Casting director and lead Camila Santana told the audience at the end of the 4:30 p.m. showing of “Ramona” at Ragtag Cinema that this film is the only way the story of Ramona should have happened.
What was once a fictional film about a pregnant girl running away from home to become an actress shifts into an examination of the lives of the girls that director Victoria Linares Villegas and Santana interviewed in preparation for the film.
“Ramona” begins with a sequence of long shots — sounds of a set being constructed overlaid on the bright pastels of a dressing room. Santana, the actress cast to play Ramona, expresses her desire to talk with teenage girls who are actually experiencing pregnancy, wanting her character to portray reality. Villegas, the actual and canonical director, agrees, and they set off to find interviewees.
From then on, the audience meets several pregnant girls who live in the Dominican Republic, an area where 20.5% of women between 15-19 years have experienced teen pregnancy. The audience quickly learns why teen pregnancy is prominent after meeting the girls — men often lure girls with alcohol and drugs, have sex with them and are never seen again. This problem can be inescapable, and the girls are given no other option but to go through with their pregnancy.
Most of the interviewees acknowledged that they did not feel like a mother. Some admitted they still played with their toys from childhood. One interviewee said, “Soy una niña con un niño,” or “I’m a child with a child.” Through the process of not only interviewing but spending time with some of these girls, Santana, an outsider, questions her role as Ramona and whether or not she fits into the story.
A scene of Santana practicing lines in the mirror with the prosthetic belly captures the existential dread she feels. Santana begins to realize there is only so much she can pretend to experience and only so much an actress can convey.
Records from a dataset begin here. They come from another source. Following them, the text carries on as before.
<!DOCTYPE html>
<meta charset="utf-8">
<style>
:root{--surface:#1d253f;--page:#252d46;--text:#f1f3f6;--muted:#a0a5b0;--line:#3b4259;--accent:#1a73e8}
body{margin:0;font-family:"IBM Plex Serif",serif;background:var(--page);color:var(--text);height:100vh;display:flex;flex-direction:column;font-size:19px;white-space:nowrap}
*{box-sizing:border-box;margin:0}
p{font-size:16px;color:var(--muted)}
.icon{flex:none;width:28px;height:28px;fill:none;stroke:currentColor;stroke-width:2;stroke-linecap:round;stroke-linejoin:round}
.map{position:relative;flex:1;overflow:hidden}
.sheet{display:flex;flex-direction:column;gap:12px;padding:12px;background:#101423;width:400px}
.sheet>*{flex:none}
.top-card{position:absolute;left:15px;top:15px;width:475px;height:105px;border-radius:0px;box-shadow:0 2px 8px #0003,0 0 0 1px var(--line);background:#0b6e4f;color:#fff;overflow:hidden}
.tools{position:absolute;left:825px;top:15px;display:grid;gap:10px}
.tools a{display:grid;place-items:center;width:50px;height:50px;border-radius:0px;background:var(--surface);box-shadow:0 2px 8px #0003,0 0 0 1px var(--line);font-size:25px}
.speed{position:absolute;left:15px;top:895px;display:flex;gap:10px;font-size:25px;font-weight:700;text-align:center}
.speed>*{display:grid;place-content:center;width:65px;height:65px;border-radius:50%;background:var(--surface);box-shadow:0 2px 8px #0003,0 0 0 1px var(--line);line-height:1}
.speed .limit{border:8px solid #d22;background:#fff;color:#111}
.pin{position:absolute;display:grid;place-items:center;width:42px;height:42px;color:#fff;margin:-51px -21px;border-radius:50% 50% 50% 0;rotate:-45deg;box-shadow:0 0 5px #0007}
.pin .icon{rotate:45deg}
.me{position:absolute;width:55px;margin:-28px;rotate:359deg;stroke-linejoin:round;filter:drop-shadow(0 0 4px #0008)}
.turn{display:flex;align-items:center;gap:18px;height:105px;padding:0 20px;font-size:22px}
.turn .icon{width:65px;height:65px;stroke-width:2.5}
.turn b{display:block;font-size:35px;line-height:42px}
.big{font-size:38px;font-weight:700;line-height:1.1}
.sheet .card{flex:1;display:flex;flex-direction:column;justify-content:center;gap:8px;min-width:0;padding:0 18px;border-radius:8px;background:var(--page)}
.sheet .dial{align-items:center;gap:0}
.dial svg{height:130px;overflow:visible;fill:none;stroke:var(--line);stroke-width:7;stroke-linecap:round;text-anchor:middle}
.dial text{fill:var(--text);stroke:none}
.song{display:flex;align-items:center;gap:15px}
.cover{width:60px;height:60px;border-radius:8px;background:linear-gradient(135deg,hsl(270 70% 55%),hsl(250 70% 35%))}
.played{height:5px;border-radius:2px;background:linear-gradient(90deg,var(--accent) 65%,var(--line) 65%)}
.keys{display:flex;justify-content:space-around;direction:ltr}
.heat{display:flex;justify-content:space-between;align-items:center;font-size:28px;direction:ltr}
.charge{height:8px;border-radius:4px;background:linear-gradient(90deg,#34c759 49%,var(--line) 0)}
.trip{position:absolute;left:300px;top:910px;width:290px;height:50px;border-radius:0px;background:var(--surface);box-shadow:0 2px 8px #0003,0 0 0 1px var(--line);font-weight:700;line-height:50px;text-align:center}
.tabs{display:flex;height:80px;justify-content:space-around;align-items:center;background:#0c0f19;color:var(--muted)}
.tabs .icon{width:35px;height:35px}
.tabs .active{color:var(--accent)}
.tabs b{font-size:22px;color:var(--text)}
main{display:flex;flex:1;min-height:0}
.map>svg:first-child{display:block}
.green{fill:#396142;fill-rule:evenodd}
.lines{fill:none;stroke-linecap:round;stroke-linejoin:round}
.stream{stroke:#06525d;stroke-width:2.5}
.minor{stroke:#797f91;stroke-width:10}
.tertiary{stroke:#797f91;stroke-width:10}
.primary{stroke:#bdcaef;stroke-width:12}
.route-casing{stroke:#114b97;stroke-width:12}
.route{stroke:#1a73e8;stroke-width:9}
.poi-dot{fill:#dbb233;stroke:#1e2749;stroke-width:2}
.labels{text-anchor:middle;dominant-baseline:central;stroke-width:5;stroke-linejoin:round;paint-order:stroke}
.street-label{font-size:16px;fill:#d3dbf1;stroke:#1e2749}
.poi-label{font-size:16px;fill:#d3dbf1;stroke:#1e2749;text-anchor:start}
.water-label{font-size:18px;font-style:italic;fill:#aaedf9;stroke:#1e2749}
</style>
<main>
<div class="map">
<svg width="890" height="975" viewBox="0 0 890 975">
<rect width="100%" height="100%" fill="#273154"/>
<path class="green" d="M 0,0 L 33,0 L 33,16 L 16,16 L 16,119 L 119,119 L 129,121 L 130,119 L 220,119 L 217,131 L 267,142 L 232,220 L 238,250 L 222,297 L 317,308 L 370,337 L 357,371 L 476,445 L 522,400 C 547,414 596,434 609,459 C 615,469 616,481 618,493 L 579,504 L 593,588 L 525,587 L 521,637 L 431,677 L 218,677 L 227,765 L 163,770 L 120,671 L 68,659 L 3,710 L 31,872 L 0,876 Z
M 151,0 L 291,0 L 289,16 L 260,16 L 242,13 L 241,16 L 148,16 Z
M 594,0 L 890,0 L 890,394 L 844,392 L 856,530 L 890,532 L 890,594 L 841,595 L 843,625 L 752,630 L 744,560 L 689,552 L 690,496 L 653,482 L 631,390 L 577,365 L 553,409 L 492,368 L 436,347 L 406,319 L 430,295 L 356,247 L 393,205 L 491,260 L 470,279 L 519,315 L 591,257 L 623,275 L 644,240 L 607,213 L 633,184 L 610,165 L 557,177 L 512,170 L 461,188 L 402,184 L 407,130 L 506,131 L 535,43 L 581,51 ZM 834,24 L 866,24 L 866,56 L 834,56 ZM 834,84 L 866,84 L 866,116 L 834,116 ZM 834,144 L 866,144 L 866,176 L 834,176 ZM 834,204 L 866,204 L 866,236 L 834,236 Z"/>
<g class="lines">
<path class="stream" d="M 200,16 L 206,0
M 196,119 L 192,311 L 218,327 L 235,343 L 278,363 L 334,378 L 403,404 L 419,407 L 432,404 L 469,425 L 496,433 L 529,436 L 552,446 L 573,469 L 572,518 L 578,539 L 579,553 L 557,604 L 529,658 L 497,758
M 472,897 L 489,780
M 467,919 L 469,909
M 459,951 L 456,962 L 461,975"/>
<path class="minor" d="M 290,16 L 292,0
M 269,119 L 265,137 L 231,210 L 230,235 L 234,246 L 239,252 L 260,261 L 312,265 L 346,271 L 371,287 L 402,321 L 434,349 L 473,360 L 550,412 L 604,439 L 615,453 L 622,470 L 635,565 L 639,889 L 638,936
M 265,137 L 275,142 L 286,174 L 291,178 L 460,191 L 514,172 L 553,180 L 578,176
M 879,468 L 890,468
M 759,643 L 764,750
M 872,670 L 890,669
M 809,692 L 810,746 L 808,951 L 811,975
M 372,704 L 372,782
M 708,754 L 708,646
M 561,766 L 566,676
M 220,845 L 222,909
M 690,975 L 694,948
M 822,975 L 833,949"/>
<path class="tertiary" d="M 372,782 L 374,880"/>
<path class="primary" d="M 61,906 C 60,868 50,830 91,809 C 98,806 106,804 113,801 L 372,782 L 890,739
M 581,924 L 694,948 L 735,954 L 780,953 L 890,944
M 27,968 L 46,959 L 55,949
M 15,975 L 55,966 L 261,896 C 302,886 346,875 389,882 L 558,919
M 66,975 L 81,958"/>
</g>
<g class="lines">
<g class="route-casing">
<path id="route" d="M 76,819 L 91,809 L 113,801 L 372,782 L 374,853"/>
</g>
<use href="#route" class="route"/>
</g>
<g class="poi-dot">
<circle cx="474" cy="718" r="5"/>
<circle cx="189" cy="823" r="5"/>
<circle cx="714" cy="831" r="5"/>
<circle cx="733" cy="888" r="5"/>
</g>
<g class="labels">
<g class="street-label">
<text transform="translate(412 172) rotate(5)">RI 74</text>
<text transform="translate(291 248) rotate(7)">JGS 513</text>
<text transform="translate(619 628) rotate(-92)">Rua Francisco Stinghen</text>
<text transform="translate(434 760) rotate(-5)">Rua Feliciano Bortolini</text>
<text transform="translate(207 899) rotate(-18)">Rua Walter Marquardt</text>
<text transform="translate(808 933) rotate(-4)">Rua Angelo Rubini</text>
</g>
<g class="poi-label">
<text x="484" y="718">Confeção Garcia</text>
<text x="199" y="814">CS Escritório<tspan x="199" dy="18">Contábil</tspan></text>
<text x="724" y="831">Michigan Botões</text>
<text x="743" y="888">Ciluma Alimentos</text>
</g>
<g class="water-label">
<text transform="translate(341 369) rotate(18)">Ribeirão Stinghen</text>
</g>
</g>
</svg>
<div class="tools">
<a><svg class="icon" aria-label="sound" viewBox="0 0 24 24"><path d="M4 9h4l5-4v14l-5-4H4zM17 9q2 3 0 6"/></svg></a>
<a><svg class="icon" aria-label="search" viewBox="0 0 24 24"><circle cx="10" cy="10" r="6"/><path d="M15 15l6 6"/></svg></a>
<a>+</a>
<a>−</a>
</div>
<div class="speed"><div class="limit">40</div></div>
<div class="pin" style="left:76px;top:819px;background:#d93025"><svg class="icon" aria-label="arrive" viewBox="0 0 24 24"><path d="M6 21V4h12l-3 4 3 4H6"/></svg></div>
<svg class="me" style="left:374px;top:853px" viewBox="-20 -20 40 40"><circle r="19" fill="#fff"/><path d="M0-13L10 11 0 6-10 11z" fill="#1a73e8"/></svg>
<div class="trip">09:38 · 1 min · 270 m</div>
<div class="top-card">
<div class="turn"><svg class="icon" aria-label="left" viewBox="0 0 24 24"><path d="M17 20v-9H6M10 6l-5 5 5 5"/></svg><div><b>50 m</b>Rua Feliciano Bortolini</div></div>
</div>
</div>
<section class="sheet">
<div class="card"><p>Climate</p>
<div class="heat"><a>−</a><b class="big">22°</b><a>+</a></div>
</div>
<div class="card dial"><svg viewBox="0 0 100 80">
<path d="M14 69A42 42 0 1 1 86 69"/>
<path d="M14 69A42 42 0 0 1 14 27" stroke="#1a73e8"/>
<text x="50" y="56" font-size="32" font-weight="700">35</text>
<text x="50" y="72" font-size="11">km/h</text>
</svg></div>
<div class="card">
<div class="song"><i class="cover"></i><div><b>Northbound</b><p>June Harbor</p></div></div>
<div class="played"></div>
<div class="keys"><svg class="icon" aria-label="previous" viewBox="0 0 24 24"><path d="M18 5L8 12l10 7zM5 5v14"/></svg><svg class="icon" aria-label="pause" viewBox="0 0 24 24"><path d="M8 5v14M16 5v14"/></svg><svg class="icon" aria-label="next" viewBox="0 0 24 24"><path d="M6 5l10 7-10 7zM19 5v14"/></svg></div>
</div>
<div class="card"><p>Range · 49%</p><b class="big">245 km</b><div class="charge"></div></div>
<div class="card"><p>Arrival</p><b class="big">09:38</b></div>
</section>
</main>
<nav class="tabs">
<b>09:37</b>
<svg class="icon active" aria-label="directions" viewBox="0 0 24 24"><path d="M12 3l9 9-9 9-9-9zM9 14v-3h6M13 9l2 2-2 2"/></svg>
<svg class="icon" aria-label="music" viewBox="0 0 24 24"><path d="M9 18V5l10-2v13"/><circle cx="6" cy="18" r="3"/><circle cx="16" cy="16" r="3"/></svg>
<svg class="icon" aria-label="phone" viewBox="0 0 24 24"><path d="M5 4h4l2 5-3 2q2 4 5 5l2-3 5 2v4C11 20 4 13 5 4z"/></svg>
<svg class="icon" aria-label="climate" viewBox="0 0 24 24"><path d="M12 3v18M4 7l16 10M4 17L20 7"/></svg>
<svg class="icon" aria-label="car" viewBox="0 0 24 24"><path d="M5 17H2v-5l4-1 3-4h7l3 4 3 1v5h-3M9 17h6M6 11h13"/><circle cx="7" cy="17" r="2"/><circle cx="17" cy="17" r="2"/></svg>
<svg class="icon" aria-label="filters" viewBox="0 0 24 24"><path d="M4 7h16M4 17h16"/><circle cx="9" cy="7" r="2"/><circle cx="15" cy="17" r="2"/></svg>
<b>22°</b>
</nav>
“Ramona” presents complex questions regarding the culture and attitudes surrounding pregnant girls in the Dominican Republic. Still, it shares joyful moments of the girls spending time with one another, discussing their struggles, celebrating a birthday and going for a swim in a river nearby. The film ends with a sequence of the original plot of “Ramona,” but Santana is nowhere in the scene — the interviewed girls play Ramona instead, with cuts that include each girl acting out a scene. Villegas said this was not a film just about the struggles of teen pregnancy — it was about the small joys of girlhood and connection.
What starts as a narrative of isolation evolves into a story about female connection and how a community can rally strength for those who experience adversity.
“Ramona” explores the harsh, complex perspective of being a child with a child. It triumphantly conveys the reality of the pressures of motherhood at the vulnerable stage of adolescence with the beauty of female friendship, successfully “merging the hopes and the dreams of the girls interviewed,” as Vigellas said.
Villegas told a unique story of girlhood in the Dominican Republic by blending nonfiction with fiction, and she executes it beautifully, showing that even in the darkest of times, women can find solace in one another.